Career variety proves the spice of life for Guyanese immigrant Maurice Braithwaite

Maurice Braithwaite doesn’t like to talk about himself, but boy, does he tell great stories, many of which tell a lot about the storyteller.

Like this one, about growing up in a Georgetown, Guyana, tenement yard — a low end housing project — with an aunt who had 24 children — yep, 24 — yet took the then 13-year-old Braithwaite and his four siblings in after their father died.

“This house didn’t have any furniture,” the 71-year-old recalled. “Our bed was the floor. But for us young kids, it was very exciting.

“They used to call that particular tenement yard a stable yard, because the undertaker in those days had horse drawn carriages, and he used to keep his vehicle right under the house where we lived, because in Guyana all the houses were on stilts. When it rained the place would flood.”

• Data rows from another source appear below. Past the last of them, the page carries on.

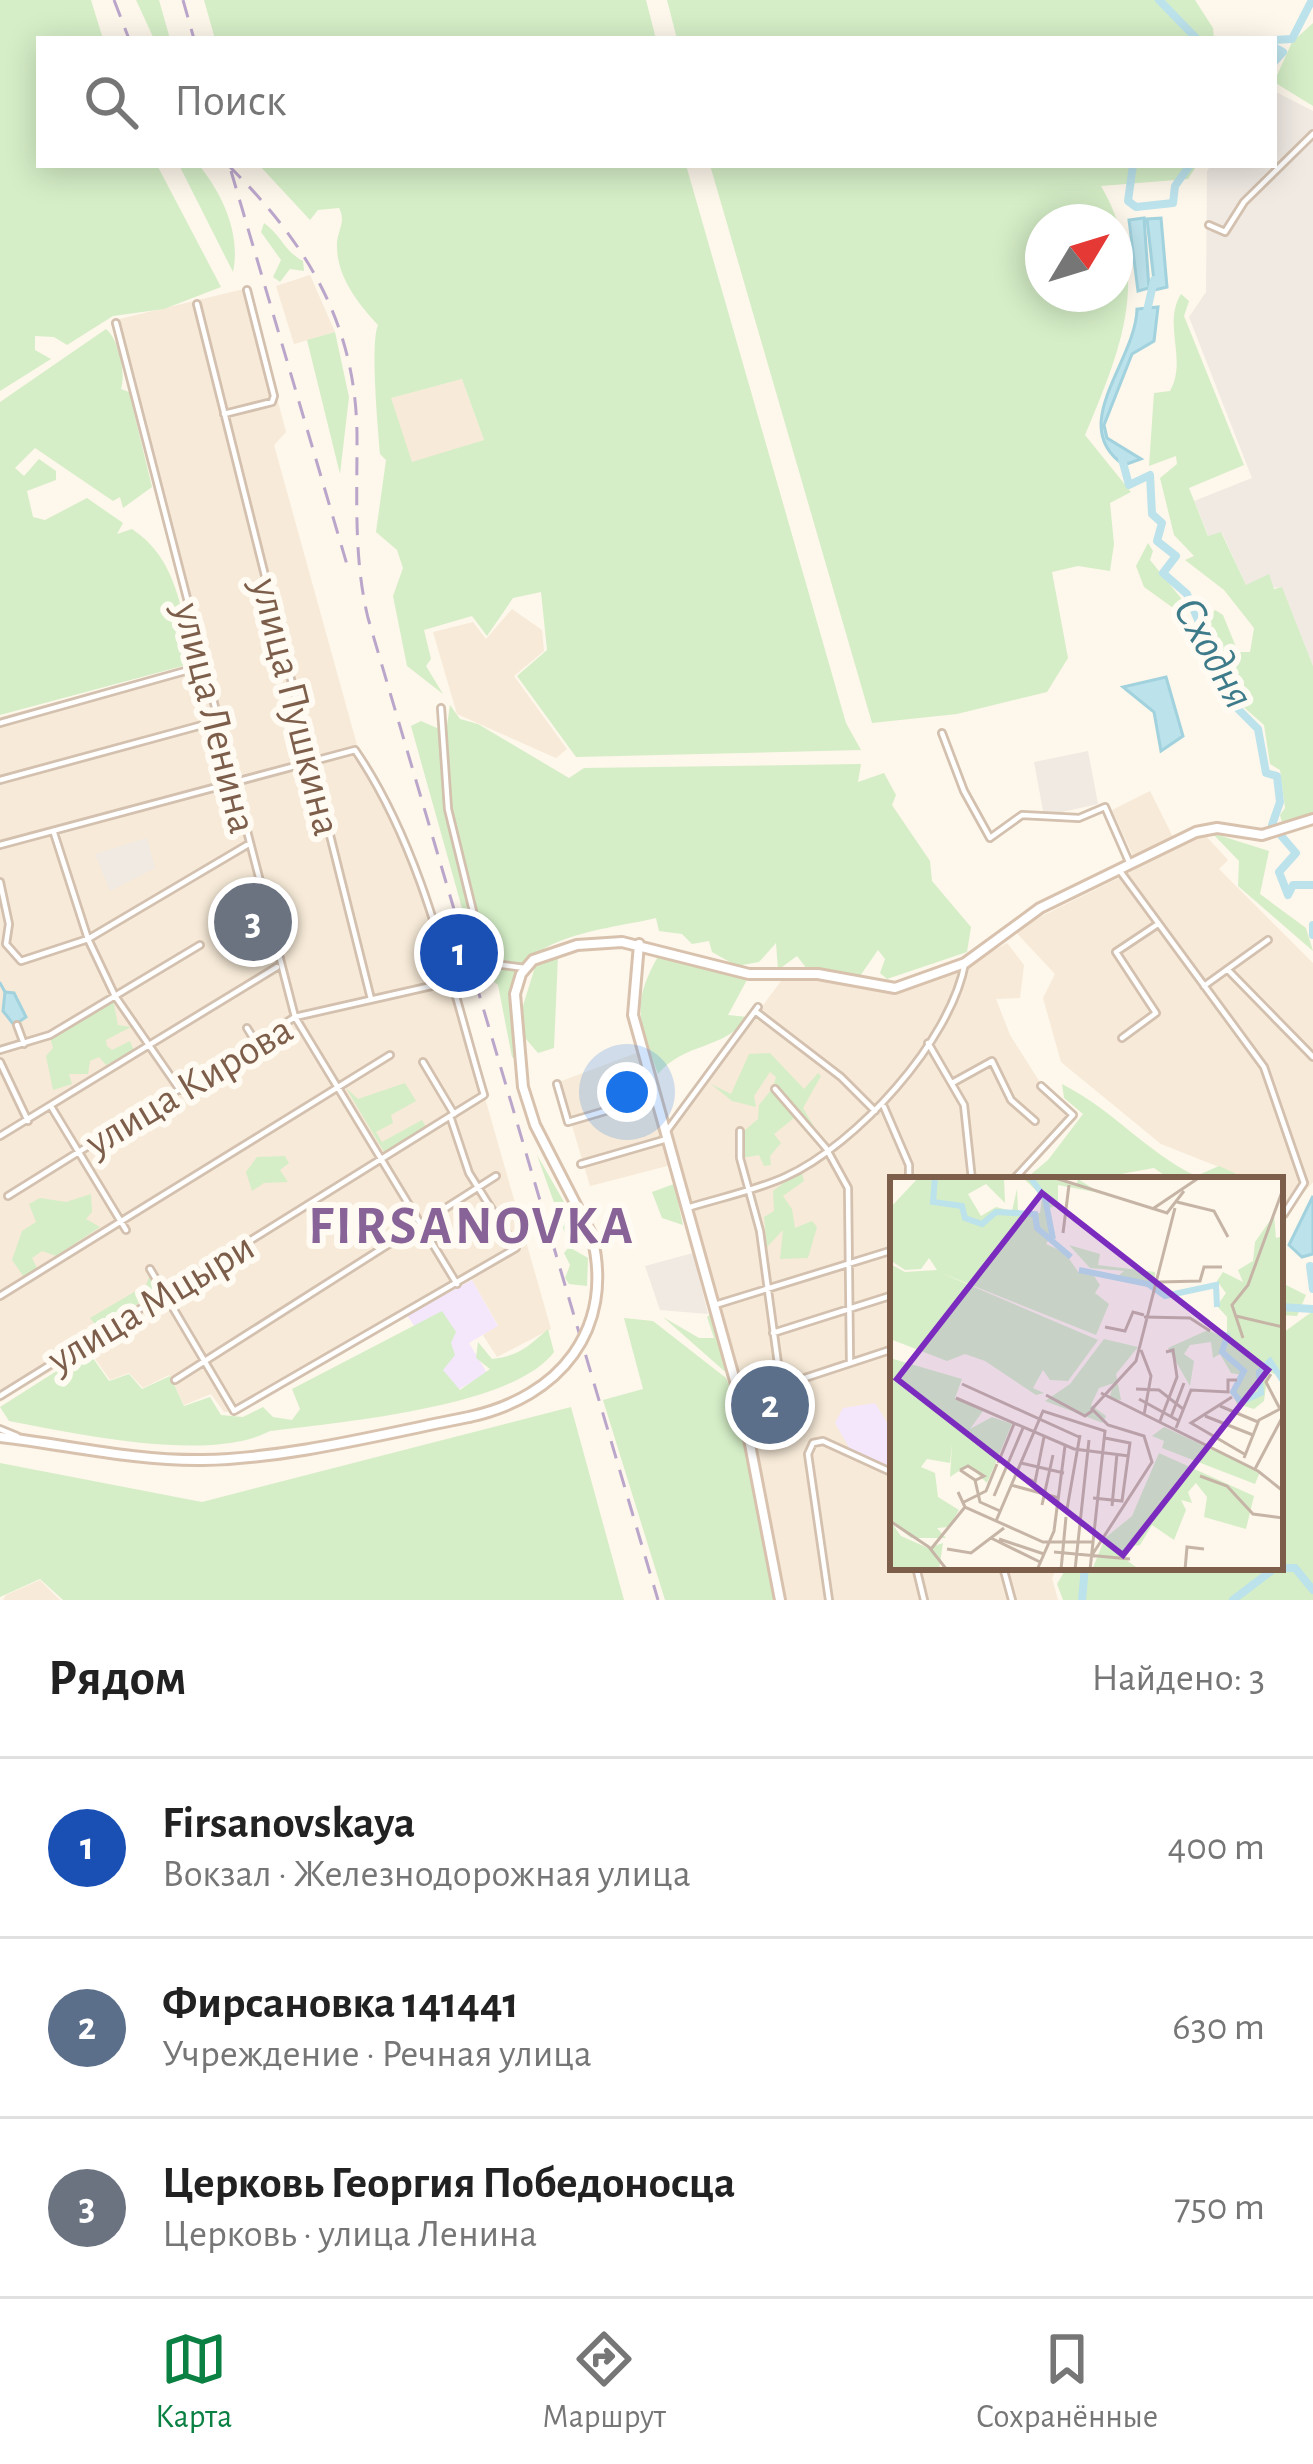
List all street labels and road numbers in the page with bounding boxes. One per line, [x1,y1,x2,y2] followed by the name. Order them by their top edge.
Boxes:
[244,573,348,840] street label: улица Пушкина
[166,597,264,838] street label: улица Ленина
[77,1008,300,1165] street label: улица Кирова
[40,1225,261,1381] street label: улица Мцыри

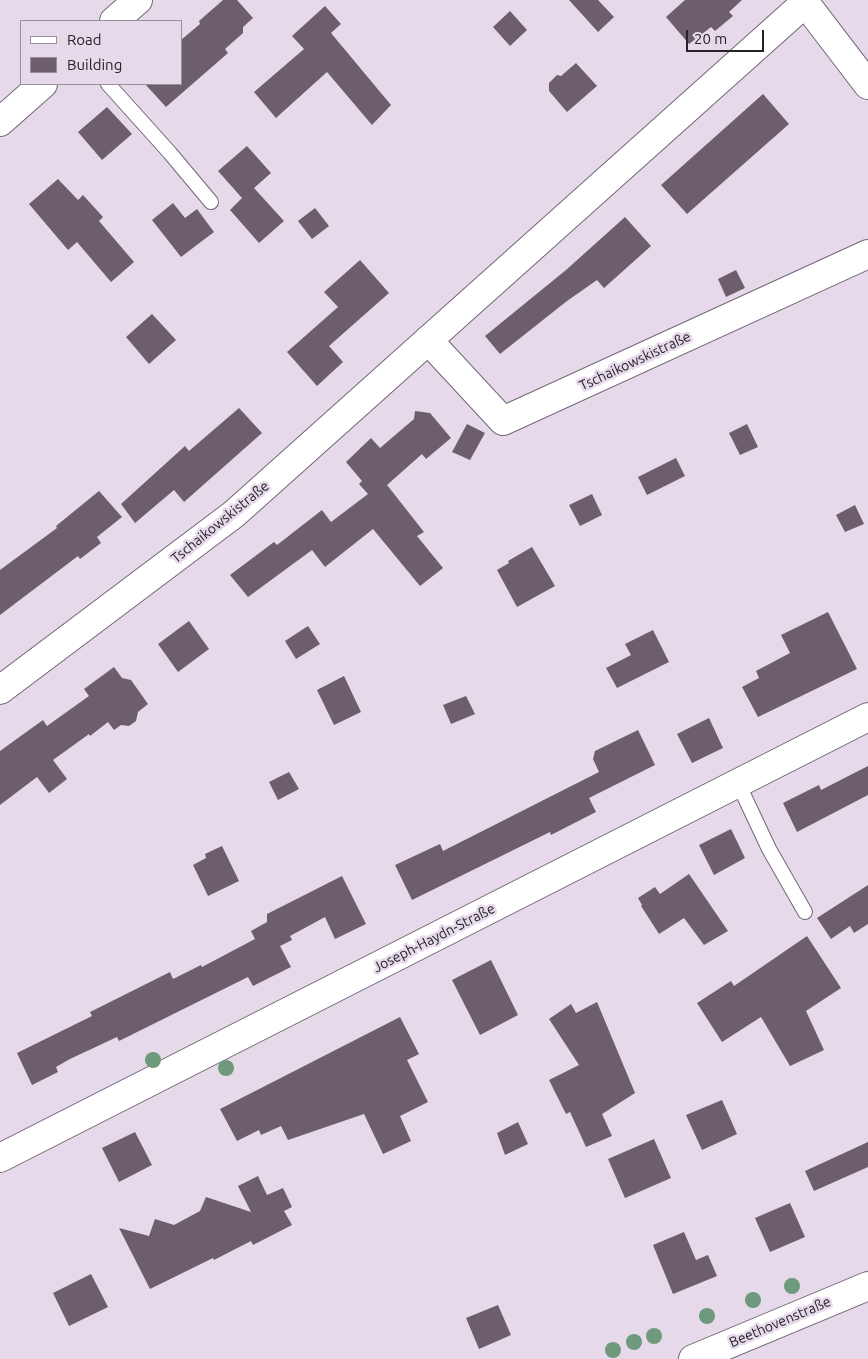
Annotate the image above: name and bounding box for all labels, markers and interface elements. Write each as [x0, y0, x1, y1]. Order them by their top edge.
legend [20, 20, 182, 85]
scale bar [688, 20, 766, 52]
text: 20 m [694, 30, 727, 47]
text: Road [67, 31, 102, 48]
text: Building [67, 56, 122, 73]
street label: Tschaikowskistraße [577, 328, 693, 394]
street label: Tschaikowskistraße [168, 477, 272, 567]
street label: Joseph-Haydn-Straße [370, 900, 498, 976]
street label: Beethovenstraße [727, 1293, 833, 1351]

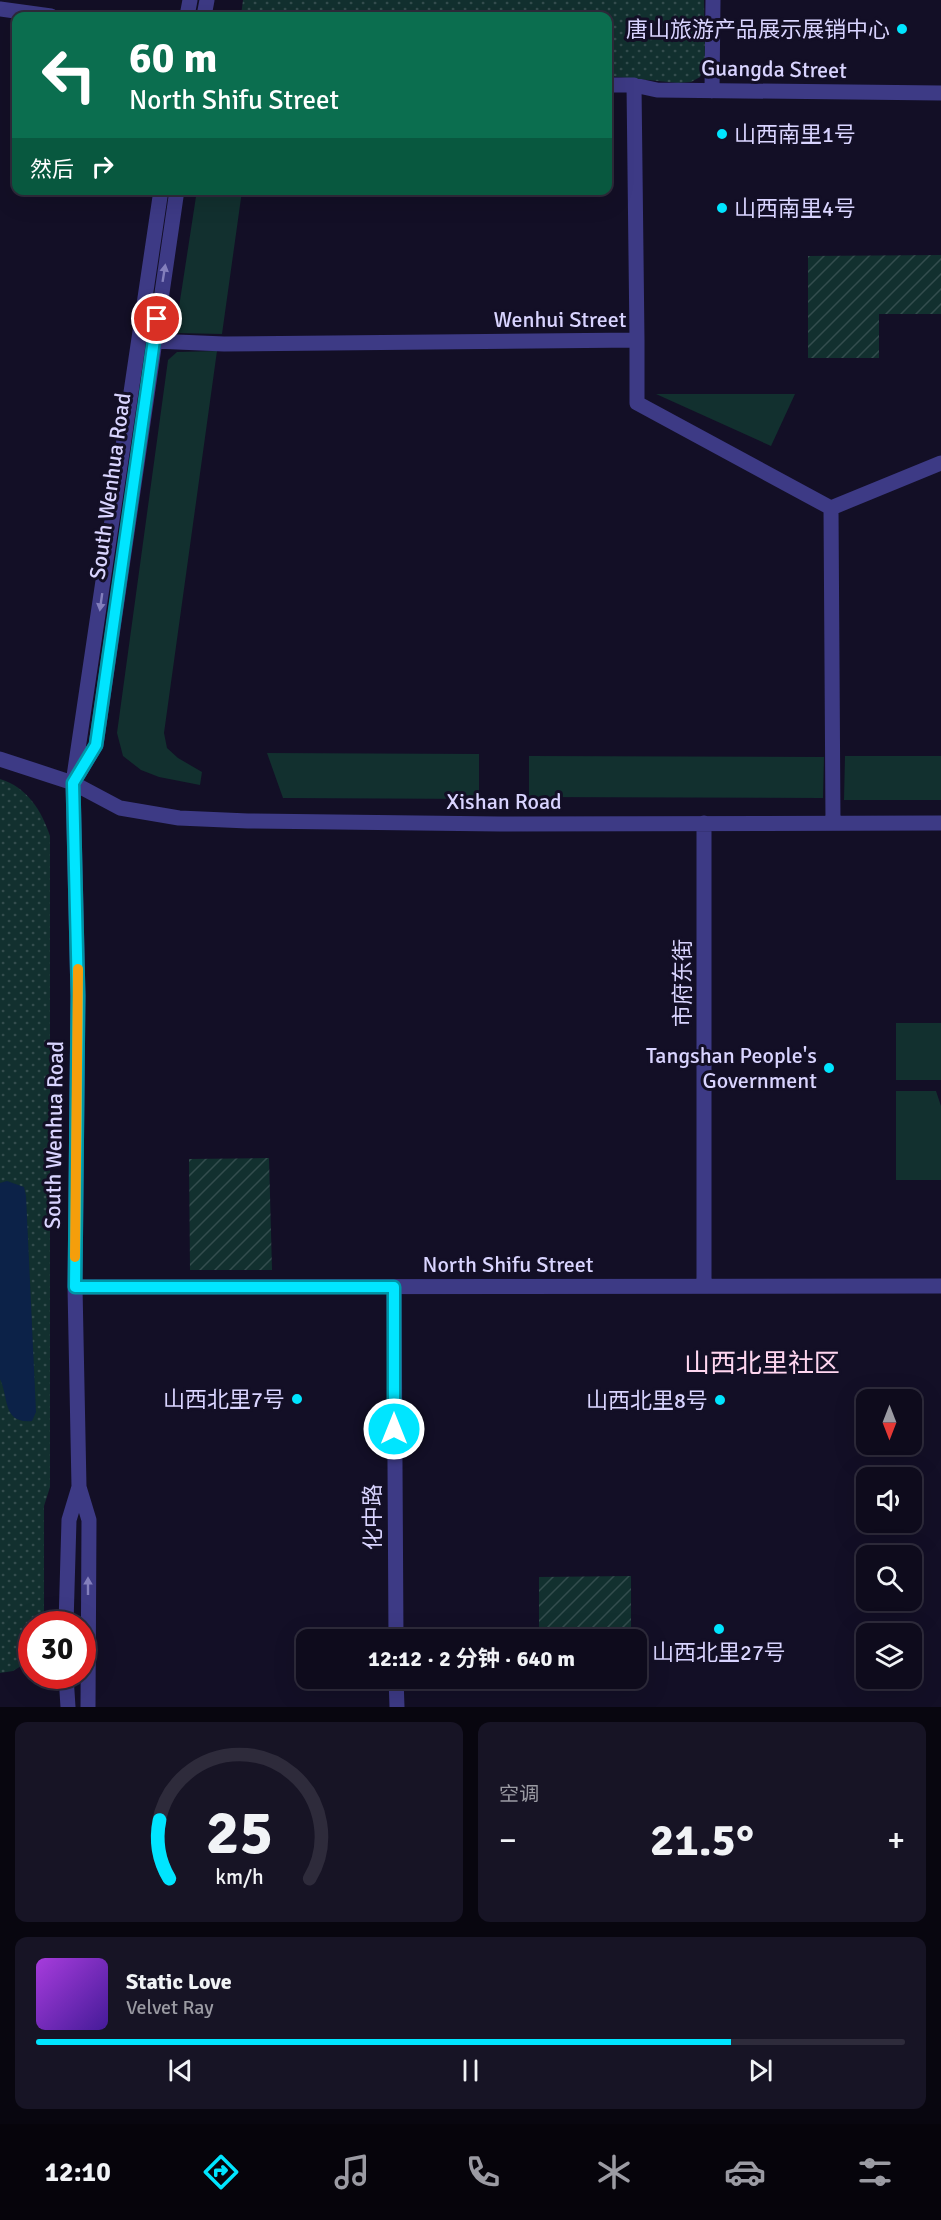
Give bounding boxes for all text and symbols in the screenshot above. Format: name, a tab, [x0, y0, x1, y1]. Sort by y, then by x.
place label: 唐山旅游产品展示展销中心	[626, 16, 890, 43]
marker: 唐山旅游产品展示展销中心	[895, 22, 909, 36]
text: 60 m	[129, 33, 218, 84]
icon: left	[30, 36, 108, 114]
street label: Guangda Street	[701, 54, 847, 84]
text: North Shifu Street	[129, 84, 339, 117]
place label: 山西南里1号	[734, 121, 856, 148]
marker: 山西南里1号	[715, 127, 729, 141]
icon: right	[86, 150, 119, 183]
text: 然后	[30, 156, 74, 183]
place label: 山西南里4号	[734, 195, 856, 222]
marker: 山西南里4号	[715, 201, 729, 215]
one-way arrow	[160, 264, 169, 283]
pin	[131, 293, 182, 344]
icon: arrive	[140, 302, 173, 335]
street label: Wenhui Street	[494, 306, 627, 333]
street label: South Wenhua Road	[84, 391, 136, 581]
one-way arrow	[96, 592, 105, 611]
street label: Xishan Road	[446, 788, 562, 815]
street label: 市府东街	[669, 939, 696, 1027]
street label: South Wenhua Road	[39, 1041, 69, 1229]
place label: Tangshan People's Government	[646, 1042, 817, 1094]
marker: Tangshan People's Government	[822, 1061, 836, 1075]
street label: North Shifu Street	[422, 1251, 594, 1278]
district label: 山西北里社区	[684, 1348, 840, 1380]
place label: 山西北里7号	[163, 1386, 285, 1413]
place label: 山西北里8号	[586, 1387, 708, 1414]
north arrow	[856, 1389, 922, 1455]
map controls	[856, 1389, 922, 1689]
marker: 山西北里7号	[290, 1392, 304, 1406]
marker: 山西北里8号	[713, 1393, 727, 1407]
position arrow	[362, 1397, 426, 1461]
button: sound	[856, 1467, 922, 1533]
street label: 化中路	[359, 1484, 386, 1550]
button: search	[856, 1545, 922, 1611]
one-way arrow	[84, 1576, 93, 1595]
speed limit sign: 30	[18, 1611, 96, 1689]
marker: 山西北里27号	[712, 1622, 726, 1636]
button: layers	[856, 1623, 922, 1689]
place label: 山西北里27号	[652, 1639, 786, 1666]
text: 12:12 · 2 分钟 · 640 m	[368, 1645, 575, 1672]
text: 空调	[499, 1782, 539, 1807]
text: 25	[205, 1794, 273, 1871]
text: 21.5°	[650, 1813, 754, 1868]
text: −	[499, 1820, 517, 1861]
text: +	[887, 1820, 905, 1861]
text: km/h	[215, 1864, 263, 1890]
text: Static Love	[126, 1968, 232, 1995]
text: Velvet Ray	[126, 1995, 214, 2020]
icon: previous	[164, 2054, 197, 2087]
icon: pause	[454, 2054, 487, 2087]
icon: next	[744, 2054, 777, 2087]
icon: directions	[200, 2151, 242, 2193]
icon: music	[331, 2151, 373, 2193]
icon: phone	[462, 2151, 504, 2193]
icon: climate	[593, 2151, 635, 2193]
icon: car	[724, 2151, 766, 2193]
icon: filters	[854, 2151, 896, 2193]
text: 12:10	[44, 2156, 111, 2189]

Braithwaite’s twinkling eyes match his laugh as he’s telling this story, and it’s unclear if the engineer, the actor, the orator or the community activist in him gets the bigger tickle out of telling it.

“When people ask me how my acting career got started I said growing up in the stable yard,” he said. “It was a conglomerate of people who lived there; Chinese, Portuguese, African, East Indian, Amerindians, everyone. On the weekend, it was chaos. Once you come out of that place, if you aspired to be an actor, you got it all.”

It was from that muddy beginning that Braithwaite would go on to earn a electrical technology certificate from Guyana Technical Institute in 1966, then teach mechanical drawing, math and electrical lab there for two years

After immigrating to New York in 1971 Braithwaite earned a diploma in electrical circuits and systems from RCA Institute of Technology and a bachelors degree in electromechanical engineering from the City College of New York — he went to school at night, six days a week, for four years while working a full-time job at a Brooklyn electronic plant.

From 1977 until his 2005 retirement Braithwaite worked for Xerox, rising to customer service field manager for a staff of 30.

Inspired at 10 years old by an uncle who worked the Georgetown ‘vaudeville’ circuit, Braithwaite dabbled and then jumped into the Guyanese theatre, at first using his electrical training to light and design sets.
Eventually he moved to the stage — Braithwaite was the voice of Mentor in a hit radio serial about the fictional town of Susanberg, and worked on productions with the Guyana Theater Guild and another group, the Forum of Dramatic Aces.

Braithwaite and longtime friend and writer Francis Farrier started the theater group, Dramatic Core. The company toured the country, even visiting hard to reach gold and diamond mining camps in the unsettled interior.